Oligo name | Sequence |
---|---|
EcoRIadp_F | CTCGTAGACTGCGTACC |
EcoRIadp_R | AATTGGTACGCAGTCTAC |
TaqIadp_F | GACGATGAGTCCTGAC |
TaqIadp_R | CGGTCAGGACTCAT |
EcoRIpresel | GACTGCGTACCAATTCA |
TaqIpresel | GATGAGTCCTGACCGAA |
EcoRI + AAC | GACTGCGTACCAATTCAAC |
EcoRI + AAG | GACTGCGTACCAATTCAAG |
TaqI + AAC | GATGAGTCCTGACCGAAAC |
TaqI + AAG | GATGAGTCCTGACCGAAAG |
TaqI + ACA | GATGAGTCCTGACCGAACA |
TaqI + ACT | GATGAGTCCTGACCGAACT |
TaqI + AGA | GATGAGTCCTGACCGAAGA |
Analyses of cline position and shape
Population allele frequencies of AFLP markers were inferred from the dominant binary data using the assumptions of Hardy–Weinberg equilibrium (HWE; frequency of the null state, 0, represents q2).
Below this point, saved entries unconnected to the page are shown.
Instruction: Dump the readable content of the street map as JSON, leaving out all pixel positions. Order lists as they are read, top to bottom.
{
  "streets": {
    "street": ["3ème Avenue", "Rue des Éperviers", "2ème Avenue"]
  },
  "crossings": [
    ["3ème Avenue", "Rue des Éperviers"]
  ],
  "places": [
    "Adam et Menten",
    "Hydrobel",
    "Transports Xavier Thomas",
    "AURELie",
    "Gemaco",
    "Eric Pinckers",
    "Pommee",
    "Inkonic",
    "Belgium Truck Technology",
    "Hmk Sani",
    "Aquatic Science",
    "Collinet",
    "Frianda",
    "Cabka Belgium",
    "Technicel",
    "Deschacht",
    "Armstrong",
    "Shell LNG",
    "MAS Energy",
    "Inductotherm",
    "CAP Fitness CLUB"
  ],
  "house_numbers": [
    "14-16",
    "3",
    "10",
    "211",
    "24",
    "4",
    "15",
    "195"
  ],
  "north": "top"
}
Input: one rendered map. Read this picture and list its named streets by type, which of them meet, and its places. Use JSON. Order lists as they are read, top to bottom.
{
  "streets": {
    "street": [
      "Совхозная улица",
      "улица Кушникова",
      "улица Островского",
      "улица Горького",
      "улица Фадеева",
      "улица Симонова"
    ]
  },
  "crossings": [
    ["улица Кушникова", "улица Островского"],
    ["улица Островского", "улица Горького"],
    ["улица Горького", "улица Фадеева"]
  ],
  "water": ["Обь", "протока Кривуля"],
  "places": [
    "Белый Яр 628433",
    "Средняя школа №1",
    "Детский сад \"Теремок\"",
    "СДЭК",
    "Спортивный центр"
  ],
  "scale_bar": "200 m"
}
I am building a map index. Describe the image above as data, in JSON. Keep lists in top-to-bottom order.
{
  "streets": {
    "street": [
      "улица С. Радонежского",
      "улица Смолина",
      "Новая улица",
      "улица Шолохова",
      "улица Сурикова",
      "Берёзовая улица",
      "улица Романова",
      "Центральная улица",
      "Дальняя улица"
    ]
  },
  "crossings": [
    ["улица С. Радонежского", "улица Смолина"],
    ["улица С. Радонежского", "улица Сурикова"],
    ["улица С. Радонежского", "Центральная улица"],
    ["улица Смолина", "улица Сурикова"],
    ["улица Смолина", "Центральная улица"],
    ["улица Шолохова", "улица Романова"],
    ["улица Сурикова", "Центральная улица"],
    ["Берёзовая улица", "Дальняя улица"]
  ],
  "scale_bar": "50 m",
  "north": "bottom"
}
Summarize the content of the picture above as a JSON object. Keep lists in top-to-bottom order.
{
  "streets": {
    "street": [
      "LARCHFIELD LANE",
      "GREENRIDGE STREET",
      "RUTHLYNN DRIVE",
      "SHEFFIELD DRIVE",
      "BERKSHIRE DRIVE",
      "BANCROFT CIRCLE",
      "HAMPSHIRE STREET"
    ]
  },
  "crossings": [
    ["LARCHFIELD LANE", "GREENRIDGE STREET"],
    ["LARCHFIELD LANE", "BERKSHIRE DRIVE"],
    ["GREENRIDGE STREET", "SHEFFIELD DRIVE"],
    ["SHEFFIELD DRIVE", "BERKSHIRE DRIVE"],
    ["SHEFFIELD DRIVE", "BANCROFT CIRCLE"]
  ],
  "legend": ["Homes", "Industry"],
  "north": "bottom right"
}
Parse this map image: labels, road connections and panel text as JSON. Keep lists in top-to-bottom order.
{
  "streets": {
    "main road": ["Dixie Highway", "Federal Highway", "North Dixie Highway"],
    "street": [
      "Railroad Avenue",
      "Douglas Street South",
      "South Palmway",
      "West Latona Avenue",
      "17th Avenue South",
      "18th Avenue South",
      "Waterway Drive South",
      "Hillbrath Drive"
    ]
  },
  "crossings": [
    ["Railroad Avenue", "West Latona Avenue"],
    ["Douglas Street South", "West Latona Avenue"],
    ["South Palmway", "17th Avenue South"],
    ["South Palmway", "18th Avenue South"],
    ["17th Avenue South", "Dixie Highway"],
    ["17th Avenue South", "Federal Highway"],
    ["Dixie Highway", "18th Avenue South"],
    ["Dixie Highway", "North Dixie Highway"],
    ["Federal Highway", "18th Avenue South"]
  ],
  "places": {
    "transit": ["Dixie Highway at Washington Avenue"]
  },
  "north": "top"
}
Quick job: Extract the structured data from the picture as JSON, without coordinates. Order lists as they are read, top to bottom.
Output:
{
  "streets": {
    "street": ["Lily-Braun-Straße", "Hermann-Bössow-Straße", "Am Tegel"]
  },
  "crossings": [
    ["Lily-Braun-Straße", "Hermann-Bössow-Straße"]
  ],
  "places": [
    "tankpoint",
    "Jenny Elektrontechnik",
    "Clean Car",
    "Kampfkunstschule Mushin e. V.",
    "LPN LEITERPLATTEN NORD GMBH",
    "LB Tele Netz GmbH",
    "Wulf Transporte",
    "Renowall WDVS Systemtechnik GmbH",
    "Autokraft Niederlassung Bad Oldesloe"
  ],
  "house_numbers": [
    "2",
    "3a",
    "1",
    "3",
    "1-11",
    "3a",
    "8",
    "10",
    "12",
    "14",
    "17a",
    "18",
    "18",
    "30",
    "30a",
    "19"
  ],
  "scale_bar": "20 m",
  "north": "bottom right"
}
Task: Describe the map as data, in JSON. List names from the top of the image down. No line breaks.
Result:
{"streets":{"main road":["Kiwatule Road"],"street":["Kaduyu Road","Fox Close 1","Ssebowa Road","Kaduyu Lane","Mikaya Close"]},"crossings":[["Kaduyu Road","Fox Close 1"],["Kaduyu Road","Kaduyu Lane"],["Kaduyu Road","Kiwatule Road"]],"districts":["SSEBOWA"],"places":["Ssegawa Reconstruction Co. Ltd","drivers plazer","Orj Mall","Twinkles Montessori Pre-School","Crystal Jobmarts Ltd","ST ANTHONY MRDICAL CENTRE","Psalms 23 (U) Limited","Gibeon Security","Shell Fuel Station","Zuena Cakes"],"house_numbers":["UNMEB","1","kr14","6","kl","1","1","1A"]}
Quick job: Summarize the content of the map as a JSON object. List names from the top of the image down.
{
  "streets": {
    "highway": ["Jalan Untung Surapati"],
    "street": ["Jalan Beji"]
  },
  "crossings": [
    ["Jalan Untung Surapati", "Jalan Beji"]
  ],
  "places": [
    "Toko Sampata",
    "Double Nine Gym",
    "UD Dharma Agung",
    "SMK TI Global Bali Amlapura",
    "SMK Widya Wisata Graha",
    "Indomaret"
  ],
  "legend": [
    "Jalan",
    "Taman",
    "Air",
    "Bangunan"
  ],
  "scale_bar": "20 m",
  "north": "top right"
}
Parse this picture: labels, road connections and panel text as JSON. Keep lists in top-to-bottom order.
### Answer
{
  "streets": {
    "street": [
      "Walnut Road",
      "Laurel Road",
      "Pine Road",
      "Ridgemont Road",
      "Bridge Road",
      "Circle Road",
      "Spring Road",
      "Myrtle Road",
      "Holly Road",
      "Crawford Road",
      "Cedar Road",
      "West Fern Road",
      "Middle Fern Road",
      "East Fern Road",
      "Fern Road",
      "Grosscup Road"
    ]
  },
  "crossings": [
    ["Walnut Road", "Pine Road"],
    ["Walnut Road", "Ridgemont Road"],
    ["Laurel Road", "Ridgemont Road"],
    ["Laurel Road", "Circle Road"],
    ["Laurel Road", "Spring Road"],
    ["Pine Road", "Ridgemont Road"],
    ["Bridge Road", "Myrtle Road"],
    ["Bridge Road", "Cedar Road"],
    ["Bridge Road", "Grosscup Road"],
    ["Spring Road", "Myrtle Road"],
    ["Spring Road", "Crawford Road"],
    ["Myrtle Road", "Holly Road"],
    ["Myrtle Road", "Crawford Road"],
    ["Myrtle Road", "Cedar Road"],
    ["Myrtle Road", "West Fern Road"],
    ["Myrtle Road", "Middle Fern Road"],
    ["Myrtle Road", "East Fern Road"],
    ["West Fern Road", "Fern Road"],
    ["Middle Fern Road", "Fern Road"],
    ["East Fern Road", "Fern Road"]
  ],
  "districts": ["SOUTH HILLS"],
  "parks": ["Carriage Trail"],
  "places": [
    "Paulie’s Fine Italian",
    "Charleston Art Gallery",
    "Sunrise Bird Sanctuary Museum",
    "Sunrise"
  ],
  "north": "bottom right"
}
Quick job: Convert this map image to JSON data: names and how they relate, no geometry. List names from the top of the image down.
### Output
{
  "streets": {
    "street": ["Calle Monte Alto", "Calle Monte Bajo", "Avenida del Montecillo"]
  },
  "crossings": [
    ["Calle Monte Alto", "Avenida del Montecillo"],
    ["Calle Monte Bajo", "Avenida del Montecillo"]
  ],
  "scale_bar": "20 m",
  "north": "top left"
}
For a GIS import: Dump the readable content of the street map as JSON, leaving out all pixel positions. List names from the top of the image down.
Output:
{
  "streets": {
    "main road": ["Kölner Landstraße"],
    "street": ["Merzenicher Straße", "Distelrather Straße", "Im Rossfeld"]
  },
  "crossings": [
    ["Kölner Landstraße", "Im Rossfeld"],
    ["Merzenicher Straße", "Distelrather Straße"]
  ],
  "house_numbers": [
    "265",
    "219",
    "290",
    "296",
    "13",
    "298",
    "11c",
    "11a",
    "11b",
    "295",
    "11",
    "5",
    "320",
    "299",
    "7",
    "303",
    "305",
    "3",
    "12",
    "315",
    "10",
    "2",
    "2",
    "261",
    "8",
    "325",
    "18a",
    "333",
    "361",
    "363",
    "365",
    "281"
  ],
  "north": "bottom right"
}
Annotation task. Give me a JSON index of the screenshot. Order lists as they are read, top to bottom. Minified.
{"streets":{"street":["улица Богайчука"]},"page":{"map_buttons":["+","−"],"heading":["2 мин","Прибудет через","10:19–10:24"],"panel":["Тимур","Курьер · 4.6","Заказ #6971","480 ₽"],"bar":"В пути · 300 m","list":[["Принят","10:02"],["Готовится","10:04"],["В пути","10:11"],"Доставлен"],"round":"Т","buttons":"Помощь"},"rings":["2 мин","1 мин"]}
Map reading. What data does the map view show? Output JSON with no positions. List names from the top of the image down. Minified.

A simulation using the co-dominant isozyme data was completed to assess the least-biased allele frequency estimation method for dominant markers in the towhee system. Simulated dominant markers were re-sampled based on the empirical population allele frequencies of the 28 polymorphic isozyme loci. Allele frequencies were estimated using the HWE square root method and Bayesian inference through the program Hickory (Holsinger and Lewis 2003). These allele frequencies were then compared with the co-dominant data from which the dominant scores were derived. HWE square root method provided the least-biased estimates (mean [± SD] difference between co-dominant allele frequency and frequency estimated from dominant scores was 0.015 [± 0.032]). In order to measure differentiation between parental species, locus-specific FST estimates involving the parental populations only (pop 1, pop 2, pop 8, pop 9) were calculated for the mtDNA locus (FSTAT 2.9.3.2) and AFLP loci (DFDIST). In order to assess population differentiation across the entire hybrid transect, FST for each locus was calculated (across all populations) in FSTAT 2.9 (mtDNA and isozyme loci) and DFDIST (AFLP loci).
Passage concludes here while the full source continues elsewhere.